*** AVAILABLE RECORDS ***

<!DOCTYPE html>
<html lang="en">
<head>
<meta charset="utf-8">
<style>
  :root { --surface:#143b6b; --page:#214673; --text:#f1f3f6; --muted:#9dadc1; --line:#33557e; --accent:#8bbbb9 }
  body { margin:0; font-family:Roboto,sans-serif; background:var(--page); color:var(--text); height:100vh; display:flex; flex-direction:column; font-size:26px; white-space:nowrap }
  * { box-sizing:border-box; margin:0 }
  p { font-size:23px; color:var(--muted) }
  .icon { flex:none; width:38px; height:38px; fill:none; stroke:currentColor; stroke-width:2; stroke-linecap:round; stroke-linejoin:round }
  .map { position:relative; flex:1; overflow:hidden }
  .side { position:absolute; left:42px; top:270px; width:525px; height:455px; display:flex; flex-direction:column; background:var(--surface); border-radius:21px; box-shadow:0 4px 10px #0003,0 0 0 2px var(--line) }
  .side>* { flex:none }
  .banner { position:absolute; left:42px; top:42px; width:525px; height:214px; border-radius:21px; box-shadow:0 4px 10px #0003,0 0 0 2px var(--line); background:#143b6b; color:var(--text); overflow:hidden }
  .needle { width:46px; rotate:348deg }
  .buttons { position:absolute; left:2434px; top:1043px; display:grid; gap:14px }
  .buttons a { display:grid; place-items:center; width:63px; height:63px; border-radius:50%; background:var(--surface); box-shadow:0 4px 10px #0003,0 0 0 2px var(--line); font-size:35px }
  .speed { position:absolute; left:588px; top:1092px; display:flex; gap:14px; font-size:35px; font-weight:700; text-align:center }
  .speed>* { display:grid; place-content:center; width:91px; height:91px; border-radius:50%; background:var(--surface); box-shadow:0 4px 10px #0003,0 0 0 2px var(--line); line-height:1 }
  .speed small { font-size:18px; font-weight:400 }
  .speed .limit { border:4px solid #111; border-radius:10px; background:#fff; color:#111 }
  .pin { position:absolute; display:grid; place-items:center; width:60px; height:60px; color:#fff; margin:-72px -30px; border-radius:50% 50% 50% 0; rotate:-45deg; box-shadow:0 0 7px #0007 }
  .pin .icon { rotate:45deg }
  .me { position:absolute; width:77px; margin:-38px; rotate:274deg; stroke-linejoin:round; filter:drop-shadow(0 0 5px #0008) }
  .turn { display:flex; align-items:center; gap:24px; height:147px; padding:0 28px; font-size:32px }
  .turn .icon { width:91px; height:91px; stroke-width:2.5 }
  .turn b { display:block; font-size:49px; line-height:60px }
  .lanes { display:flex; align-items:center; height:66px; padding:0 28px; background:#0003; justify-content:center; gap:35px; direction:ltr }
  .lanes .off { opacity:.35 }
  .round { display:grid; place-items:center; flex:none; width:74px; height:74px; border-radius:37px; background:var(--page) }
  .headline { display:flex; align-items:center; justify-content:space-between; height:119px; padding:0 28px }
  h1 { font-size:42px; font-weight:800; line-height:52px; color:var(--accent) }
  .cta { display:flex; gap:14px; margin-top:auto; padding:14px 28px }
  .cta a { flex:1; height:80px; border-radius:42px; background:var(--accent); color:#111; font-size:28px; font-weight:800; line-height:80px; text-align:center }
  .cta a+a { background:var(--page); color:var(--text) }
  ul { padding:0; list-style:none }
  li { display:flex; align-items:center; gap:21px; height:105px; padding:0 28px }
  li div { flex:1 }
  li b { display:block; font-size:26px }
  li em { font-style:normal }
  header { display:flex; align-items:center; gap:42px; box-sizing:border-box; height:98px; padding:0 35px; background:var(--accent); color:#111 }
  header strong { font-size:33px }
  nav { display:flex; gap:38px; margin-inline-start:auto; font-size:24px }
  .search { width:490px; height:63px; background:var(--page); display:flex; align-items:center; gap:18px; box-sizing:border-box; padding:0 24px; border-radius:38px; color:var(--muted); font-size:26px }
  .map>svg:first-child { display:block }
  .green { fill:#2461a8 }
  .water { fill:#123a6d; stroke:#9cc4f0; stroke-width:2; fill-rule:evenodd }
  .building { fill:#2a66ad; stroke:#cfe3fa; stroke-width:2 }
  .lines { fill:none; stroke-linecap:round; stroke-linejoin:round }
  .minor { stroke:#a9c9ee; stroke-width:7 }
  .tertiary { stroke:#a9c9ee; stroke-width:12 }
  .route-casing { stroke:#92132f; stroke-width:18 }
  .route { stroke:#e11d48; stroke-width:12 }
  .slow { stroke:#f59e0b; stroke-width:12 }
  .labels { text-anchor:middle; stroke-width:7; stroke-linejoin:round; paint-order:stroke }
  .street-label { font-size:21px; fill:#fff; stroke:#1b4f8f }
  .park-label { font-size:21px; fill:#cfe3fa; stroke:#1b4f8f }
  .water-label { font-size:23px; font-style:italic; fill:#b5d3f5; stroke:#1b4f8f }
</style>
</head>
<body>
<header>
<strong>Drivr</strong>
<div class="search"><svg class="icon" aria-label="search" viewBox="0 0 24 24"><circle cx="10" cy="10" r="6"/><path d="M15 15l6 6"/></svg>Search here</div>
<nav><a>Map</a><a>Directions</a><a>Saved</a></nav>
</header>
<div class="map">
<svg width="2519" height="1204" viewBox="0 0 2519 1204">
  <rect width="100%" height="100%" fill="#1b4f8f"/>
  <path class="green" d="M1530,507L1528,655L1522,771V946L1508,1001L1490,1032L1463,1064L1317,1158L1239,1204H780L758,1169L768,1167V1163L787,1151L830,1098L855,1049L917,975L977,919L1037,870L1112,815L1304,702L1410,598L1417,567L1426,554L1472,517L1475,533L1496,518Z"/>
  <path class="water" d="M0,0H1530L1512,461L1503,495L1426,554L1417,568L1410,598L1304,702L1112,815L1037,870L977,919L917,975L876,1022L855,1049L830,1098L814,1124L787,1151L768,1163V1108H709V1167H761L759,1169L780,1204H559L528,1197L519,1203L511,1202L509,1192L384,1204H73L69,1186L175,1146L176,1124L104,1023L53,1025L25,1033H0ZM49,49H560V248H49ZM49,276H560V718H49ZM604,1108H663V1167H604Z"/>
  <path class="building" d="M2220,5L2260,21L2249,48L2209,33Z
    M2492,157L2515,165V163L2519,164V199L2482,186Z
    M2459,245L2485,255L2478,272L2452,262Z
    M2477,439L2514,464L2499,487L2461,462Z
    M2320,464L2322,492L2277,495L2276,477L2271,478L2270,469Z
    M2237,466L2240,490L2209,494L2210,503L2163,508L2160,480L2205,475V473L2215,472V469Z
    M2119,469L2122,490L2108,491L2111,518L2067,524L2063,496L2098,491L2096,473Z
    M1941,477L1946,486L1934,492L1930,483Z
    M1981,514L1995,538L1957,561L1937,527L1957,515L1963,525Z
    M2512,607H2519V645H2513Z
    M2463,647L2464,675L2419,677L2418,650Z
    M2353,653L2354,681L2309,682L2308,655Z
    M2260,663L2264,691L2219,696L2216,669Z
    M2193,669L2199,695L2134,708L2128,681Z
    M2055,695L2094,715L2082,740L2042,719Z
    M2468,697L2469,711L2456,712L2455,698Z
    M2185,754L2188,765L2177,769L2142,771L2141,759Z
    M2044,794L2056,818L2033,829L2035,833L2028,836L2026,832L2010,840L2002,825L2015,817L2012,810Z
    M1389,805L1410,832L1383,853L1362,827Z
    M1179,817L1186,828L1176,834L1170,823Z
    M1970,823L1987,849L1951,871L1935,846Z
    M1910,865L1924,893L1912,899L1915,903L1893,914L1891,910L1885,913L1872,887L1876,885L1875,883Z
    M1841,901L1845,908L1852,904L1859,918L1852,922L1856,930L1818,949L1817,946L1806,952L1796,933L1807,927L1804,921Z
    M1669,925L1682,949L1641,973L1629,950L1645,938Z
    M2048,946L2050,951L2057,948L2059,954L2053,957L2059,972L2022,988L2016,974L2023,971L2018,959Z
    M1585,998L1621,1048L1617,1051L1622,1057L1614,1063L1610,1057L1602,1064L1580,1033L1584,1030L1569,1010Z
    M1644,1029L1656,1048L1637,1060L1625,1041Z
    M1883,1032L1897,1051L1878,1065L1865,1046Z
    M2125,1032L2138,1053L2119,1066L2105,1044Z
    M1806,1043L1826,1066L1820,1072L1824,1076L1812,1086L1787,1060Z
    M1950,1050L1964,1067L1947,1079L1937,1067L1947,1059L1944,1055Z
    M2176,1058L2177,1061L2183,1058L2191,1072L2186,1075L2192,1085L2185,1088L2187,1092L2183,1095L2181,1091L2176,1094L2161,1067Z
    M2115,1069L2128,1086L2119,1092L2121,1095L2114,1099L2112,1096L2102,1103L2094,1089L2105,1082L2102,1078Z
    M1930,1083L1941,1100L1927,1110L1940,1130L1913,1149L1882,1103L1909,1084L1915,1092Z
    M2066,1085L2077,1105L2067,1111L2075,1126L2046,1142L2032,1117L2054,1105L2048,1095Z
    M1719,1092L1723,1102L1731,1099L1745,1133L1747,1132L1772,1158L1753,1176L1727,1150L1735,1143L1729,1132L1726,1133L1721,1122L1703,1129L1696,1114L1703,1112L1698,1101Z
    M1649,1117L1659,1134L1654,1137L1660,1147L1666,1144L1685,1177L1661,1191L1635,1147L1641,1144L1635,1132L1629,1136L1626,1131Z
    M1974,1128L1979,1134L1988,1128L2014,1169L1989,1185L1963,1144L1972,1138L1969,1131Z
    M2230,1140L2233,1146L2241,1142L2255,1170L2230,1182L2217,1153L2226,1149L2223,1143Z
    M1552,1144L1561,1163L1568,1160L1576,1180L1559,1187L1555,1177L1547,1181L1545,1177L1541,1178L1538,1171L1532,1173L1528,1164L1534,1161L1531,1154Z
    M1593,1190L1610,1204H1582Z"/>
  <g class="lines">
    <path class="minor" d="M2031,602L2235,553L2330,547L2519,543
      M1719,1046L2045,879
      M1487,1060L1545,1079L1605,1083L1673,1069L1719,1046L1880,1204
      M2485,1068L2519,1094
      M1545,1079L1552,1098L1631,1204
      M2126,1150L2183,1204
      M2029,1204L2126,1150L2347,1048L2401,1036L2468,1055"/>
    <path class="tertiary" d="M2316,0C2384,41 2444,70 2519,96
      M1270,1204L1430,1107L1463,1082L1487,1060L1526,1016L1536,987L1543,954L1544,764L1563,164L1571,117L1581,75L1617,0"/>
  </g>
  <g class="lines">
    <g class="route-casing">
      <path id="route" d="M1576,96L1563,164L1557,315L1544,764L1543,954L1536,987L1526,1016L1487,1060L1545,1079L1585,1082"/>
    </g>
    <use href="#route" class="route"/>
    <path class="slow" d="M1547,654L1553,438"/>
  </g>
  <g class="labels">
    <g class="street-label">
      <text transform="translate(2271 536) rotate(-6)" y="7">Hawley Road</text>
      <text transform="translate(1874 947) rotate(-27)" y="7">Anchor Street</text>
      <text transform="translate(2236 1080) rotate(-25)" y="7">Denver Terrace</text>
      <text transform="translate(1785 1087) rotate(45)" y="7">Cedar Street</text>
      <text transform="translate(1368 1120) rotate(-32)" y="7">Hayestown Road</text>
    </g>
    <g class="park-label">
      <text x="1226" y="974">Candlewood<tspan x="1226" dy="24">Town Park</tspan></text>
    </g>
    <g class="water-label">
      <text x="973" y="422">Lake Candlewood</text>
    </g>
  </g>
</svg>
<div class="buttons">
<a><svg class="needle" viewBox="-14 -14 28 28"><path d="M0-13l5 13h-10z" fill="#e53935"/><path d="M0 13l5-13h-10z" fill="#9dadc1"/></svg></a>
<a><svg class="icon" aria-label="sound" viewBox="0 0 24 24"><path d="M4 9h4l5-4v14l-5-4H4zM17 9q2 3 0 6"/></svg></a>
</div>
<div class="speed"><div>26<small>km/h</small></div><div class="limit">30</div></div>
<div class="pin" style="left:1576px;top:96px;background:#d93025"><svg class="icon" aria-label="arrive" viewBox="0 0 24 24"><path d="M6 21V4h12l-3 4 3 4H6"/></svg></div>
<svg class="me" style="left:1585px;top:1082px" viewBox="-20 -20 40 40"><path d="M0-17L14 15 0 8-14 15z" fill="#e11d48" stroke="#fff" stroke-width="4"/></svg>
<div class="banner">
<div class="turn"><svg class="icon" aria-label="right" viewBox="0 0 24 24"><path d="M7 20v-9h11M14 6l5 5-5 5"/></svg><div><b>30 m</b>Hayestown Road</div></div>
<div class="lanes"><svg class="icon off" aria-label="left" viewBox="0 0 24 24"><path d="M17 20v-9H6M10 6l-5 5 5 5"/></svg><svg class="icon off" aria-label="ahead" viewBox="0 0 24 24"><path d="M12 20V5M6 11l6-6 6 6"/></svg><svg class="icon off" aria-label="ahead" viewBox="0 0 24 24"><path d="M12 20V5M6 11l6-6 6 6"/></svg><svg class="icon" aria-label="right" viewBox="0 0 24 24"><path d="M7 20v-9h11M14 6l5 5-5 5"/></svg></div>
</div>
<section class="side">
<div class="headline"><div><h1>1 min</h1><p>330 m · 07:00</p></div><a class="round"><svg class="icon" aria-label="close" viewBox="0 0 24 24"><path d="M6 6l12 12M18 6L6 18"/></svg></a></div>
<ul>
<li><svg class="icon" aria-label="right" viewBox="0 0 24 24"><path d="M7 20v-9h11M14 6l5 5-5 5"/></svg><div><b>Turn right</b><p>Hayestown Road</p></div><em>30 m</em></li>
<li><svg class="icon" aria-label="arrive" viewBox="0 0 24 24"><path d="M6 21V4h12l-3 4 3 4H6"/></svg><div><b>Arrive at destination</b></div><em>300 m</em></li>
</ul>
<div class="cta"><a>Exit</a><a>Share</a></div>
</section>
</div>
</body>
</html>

*** End of AVAILABLE RECORDS ***

Look over the records above, and wherever a line contains the string "column", copy that line.

  body { margin:0; font-family:Roboto,sans-serif; background:var(--page); color:var(--text); height:100vh; display:flex; flex-direction:column; font-size:26px; white-space:nowrap }
  .side { position:absolute; left:42px; top:270px; width:525px; height:455px; display:flex; flex-direction:column; background:var(--surface); border-radius:21px; box-shadow:0 4px 10px #0003,0 0 0 2px var(--line) }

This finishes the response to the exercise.